Adding new word to ULMFit in fine-tuning step

I was wondering if it is possible to add new words to ULMFit vocabulary in fine-tuning step.

There is a section in finetune_lm.py which is dedicated to Change word-to-index mapping. but it puts mean embedding if the token doesn’t exist in the pre-train vocabulary.

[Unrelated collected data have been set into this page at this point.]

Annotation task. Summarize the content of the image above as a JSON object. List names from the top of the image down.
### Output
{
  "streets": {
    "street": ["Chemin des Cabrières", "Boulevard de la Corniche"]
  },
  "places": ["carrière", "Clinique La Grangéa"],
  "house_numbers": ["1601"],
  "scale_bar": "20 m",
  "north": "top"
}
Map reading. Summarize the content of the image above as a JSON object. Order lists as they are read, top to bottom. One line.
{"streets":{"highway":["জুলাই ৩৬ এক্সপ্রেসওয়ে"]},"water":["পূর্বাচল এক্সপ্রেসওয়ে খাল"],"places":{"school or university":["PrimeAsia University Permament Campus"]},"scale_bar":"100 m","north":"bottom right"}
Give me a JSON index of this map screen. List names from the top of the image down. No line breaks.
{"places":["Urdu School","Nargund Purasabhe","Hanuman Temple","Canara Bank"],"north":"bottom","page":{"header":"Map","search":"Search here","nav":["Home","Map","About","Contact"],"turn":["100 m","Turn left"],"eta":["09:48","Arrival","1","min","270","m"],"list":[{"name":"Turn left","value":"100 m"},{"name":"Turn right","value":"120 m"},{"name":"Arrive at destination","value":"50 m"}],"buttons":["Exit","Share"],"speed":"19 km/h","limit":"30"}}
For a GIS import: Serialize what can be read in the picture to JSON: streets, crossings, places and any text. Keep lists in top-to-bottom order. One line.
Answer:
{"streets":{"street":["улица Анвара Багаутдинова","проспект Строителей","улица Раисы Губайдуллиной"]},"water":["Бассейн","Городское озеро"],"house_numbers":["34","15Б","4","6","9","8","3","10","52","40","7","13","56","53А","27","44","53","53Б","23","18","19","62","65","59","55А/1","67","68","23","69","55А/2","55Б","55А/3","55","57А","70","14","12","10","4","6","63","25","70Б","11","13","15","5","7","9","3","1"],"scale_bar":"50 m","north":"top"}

itos2 = pickle.load(open(pretrain_path / 'tmp' / f'itos.pkl', 'rb'))
stoi2 = collections.defaultdict(lambda:-1, {v:k for k,v in enumerate(itos2)})
nw = np.zeros((vs, em_sz), dtype=np.float32)
nb = np.zeros((vs,), dtype=np.float32)
for i,w in enumerate(itos):
       r = stoi2[w]
       if r>=0:
              nw[i] = ew[r]
       else:
              nw[i] = row_mxxxxx

The idea is to extend this new weight matrix embedding ( nw ) to add new word’s pre-trained word vectors. as far as It’s fine-tuning in this step I think it would also fine-tune new word’s embeddings. But I don’t have any idea if there will be any shape incompatibility or any other problems?

2 Likes

Hey Amir, did you find out how to do this eventually?

1 Like

@amir97
Good question. I was wondering about this myself.
A good use case would be if the target corpus is very different from the language model corpus. Let’s say wiki103 is used for pertaining the language model but then you want to classify twitter posts. Tweets are much more colloquial. So the model probably should extend its vocab to contain stuff like emojis.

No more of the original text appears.